Anna Bertaia, vice presidente del Consiglio di Lista Tosi ha evidenziato come “nel centro storico sia in aumento la presenza di accattonaggio organizzato e truffe come il gioco delle tre campanelle. Non si tratta più di episodi isolati ma di fenomeni strutturati che incidono su sicurezza e decoro”

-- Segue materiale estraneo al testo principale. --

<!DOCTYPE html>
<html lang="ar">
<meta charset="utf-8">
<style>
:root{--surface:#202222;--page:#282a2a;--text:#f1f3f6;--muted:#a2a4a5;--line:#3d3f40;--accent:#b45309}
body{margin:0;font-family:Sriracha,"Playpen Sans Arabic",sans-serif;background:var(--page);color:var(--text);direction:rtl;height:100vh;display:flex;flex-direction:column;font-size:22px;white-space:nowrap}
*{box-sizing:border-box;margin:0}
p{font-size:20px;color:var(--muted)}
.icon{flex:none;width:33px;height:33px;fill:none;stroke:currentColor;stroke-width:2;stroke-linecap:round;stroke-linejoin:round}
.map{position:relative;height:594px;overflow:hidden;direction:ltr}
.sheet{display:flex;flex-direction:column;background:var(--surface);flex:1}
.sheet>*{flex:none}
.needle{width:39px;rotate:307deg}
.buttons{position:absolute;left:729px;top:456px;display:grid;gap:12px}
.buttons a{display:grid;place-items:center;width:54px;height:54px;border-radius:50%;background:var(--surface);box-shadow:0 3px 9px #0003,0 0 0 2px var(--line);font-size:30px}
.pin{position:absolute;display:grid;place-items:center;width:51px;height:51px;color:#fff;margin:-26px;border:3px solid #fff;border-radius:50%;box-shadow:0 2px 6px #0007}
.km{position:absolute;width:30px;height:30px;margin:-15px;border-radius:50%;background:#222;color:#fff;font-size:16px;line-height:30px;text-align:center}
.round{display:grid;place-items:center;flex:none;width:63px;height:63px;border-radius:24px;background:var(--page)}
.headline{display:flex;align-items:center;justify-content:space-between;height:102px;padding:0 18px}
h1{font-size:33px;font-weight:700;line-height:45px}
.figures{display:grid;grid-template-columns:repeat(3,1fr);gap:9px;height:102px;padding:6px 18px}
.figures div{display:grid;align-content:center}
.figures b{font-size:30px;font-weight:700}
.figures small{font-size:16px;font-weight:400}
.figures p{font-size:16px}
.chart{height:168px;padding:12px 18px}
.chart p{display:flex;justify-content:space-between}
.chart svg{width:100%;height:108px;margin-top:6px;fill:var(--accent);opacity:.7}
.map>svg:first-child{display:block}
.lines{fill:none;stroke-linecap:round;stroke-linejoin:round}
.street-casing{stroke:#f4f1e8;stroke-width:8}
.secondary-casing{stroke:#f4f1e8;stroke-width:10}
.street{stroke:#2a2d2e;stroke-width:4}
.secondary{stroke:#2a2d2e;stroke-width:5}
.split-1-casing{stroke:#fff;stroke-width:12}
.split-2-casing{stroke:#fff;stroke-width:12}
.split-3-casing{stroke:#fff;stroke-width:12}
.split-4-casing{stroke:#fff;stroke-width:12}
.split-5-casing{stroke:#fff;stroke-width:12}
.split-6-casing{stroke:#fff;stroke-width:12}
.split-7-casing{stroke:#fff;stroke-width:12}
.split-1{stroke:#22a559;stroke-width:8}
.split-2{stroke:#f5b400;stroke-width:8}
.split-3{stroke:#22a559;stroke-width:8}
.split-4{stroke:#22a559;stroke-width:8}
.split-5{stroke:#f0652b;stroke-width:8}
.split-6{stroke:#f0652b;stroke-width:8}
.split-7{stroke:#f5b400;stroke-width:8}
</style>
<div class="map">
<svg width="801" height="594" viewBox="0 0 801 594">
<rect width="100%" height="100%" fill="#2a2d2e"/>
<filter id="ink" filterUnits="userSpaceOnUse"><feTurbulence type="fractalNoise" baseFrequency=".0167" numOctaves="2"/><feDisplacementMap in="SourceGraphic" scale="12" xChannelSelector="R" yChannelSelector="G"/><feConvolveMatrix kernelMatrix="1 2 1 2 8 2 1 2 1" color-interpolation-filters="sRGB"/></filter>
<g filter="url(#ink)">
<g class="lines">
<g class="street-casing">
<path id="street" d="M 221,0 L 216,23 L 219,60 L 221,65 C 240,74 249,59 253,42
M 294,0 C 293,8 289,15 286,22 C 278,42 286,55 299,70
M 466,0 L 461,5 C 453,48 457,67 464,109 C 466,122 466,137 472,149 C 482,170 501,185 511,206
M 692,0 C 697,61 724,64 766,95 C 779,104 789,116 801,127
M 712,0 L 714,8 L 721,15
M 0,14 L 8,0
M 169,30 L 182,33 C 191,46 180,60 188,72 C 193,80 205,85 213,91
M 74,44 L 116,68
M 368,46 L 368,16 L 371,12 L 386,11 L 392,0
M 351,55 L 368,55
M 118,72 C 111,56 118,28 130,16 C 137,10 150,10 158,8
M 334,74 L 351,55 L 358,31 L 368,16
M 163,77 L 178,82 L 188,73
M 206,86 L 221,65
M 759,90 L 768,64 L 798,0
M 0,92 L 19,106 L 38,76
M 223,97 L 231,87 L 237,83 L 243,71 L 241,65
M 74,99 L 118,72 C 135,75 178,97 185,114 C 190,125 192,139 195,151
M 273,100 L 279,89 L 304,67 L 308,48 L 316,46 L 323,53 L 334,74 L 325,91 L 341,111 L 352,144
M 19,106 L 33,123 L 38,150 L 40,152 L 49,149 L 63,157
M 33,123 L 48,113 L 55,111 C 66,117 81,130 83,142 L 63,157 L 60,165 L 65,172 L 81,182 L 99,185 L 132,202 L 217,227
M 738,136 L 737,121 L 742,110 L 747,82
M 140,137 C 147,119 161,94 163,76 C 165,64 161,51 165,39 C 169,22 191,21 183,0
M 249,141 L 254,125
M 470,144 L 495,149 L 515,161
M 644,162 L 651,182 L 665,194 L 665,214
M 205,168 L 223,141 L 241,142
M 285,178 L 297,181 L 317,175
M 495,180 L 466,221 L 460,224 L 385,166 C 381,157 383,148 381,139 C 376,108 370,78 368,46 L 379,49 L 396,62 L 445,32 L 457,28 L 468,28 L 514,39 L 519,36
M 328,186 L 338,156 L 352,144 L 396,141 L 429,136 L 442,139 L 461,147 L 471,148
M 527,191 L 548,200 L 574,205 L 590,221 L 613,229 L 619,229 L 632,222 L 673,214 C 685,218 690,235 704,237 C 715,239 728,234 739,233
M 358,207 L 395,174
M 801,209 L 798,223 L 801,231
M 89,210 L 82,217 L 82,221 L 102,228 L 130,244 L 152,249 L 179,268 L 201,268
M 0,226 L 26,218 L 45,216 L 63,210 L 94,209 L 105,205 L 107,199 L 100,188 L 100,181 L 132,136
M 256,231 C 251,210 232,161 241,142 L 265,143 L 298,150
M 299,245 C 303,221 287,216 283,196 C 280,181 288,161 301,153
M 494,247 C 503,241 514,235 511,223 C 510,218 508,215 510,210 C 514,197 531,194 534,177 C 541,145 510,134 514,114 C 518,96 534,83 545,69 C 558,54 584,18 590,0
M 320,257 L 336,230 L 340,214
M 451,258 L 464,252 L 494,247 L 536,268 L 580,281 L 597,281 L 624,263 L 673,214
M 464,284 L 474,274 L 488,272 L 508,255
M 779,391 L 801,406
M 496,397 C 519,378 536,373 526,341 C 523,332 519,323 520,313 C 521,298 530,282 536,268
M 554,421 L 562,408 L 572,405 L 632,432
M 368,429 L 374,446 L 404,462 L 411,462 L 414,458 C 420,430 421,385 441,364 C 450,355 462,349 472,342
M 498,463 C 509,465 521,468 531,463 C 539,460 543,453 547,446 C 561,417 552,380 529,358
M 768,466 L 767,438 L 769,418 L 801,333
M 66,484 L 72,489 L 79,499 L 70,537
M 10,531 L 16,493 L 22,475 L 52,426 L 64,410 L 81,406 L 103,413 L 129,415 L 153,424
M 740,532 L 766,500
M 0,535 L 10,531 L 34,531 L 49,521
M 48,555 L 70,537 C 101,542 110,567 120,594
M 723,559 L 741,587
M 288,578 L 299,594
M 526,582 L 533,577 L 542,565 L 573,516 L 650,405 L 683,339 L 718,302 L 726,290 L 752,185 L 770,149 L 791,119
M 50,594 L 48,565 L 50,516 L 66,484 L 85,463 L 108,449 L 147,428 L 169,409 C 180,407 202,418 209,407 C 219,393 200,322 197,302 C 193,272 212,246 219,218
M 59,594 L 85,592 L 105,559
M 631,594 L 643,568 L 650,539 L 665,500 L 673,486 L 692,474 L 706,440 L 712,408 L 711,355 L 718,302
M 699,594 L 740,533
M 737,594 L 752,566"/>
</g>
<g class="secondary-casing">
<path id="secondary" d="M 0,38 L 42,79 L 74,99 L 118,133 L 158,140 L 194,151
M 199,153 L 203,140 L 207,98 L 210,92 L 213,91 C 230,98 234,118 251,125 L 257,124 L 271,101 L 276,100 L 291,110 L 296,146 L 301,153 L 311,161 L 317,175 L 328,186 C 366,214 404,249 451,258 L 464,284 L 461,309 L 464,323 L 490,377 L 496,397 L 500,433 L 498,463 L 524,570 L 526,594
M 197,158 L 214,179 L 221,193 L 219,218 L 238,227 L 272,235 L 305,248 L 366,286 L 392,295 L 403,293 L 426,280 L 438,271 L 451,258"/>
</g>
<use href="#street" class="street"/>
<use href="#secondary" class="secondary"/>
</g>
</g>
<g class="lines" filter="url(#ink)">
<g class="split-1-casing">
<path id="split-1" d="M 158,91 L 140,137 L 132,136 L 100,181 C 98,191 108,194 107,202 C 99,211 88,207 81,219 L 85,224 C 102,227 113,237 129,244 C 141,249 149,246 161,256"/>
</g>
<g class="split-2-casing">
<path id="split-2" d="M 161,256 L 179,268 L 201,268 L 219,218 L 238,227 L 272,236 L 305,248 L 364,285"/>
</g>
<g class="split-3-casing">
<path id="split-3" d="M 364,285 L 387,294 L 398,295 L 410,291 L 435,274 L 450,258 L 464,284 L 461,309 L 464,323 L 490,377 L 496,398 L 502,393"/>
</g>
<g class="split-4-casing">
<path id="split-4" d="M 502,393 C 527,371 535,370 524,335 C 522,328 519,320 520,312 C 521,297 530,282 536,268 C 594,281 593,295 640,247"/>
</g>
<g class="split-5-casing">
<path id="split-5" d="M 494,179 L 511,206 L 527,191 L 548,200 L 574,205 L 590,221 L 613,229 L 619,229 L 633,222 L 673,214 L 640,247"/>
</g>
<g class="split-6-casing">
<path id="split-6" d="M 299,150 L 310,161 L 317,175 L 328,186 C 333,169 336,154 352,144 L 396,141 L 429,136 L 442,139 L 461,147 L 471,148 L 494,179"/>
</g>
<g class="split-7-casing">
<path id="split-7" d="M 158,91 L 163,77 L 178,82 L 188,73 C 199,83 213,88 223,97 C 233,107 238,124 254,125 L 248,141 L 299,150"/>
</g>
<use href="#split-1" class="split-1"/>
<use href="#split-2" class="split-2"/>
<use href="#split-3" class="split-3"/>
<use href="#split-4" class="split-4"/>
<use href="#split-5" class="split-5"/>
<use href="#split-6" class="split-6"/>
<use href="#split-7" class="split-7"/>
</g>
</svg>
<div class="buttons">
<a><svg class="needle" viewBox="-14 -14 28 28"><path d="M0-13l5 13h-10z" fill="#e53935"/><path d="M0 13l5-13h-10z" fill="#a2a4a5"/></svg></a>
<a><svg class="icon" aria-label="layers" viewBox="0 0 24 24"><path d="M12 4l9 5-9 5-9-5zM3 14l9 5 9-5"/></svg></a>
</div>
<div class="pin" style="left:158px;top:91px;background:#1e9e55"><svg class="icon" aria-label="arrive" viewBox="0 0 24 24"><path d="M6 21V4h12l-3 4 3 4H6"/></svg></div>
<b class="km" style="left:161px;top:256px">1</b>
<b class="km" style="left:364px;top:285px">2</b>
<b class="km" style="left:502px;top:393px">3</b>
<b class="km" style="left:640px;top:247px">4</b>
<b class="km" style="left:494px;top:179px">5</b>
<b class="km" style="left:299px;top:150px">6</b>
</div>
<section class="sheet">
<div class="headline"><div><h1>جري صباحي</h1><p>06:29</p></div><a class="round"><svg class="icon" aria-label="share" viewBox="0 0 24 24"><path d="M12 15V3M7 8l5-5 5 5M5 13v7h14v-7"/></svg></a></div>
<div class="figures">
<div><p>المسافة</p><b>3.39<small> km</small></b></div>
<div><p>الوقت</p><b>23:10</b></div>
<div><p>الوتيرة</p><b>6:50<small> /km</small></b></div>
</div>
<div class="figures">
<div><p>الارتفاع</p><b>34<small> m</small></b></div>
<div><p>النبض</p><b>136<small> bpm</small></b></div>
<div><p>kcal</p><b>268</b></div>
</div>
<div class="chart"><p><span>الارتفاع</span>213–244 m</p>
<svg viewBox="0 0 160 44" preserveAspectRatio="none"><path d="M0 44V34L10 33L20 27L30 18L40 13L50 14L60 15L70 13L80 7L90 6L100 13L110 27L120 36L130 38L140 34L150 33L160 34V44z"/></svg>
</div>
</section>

Il caro energetico e le ripercussioni anche sull’economia veronese è stato al centro dell’intervento di
Lorenzo Didonè di Dts: “Il recente aggravarsi della situazione internazionale in Medio Oriente sta già producendo effetti concreti sull’economia reale, con un aumento dei costi energetici che si riflette direttamente su famiglie e imprese. L’inflazione è in crescita e il rincaro dei carburanti sta mettendo in forte difficoltà il settore dell’autotrasporto, con il rischio di blocchi e ripercussioni sulla distribuzione delle merci. Parliamo di uno scenario che potrebbe avere impatti significativi anche su Verona, nodo logistico strategico, con possibili ritardi nelle forniture e aumenti dei prezzi al consumo. È quindi necessario che il Governo intervenga con misure tempestive, ma soprattutto che si rafforzi il coordinamento a livello europeo.”
Patrizia Bisinella di Fare ha parlato del cantiere di via Preare dove verranno abbattuti numerosi alberi ammalorati con previsione di sostituzione: “il taglio di oltre sessanta alberi sani per realizzare una ciclabile ha suscitato forti proteste dei cittadini. È una scelta che appare ideologica e penalizza il verde urbano e la viabilità già congestionata. Chiediamo chiarezza sulle perizie e sulle motivazioni.”
Sempre Bisinella ha segnalato gravi criticità nel sistema di streaming e archiviazione delle sedute consiliari, evidenziando come alcune commissioni – tra cui una recente sugli immobili AGEC – non siano più reperibili online, con conseguenti problemi di trasparenza. Il malfunzionamento è attribuito a un software inadeguato, già più volte segnalato anche dagli uffici, che impedisce sia ai cittadini di informarsi sia ai consiglieri di svolgere correttamente il proprio lavoro.
“Si chiede quindi un intervento rapido - chiosa Bisinella - per dotare il Comune di un sistema più efficiente, evitando il ricorso continuo all’accesso agli atti e garantendo la piena pubblicazione delle sedute”.
Il consigliere Paolo Rossi di Verona Domani ha dichiarato che “l’inaugurazione di nuove aree verdi dovrebbe essere occasione di condivisione istituzionale, valorizzando il lavoro di tutte le amministrazioni. Segnalo inoltre il caso di un parco giochi in via Terzian pronto ma ancora chiuso da mesi: è necessario chiarire e intervenire rapidamente.”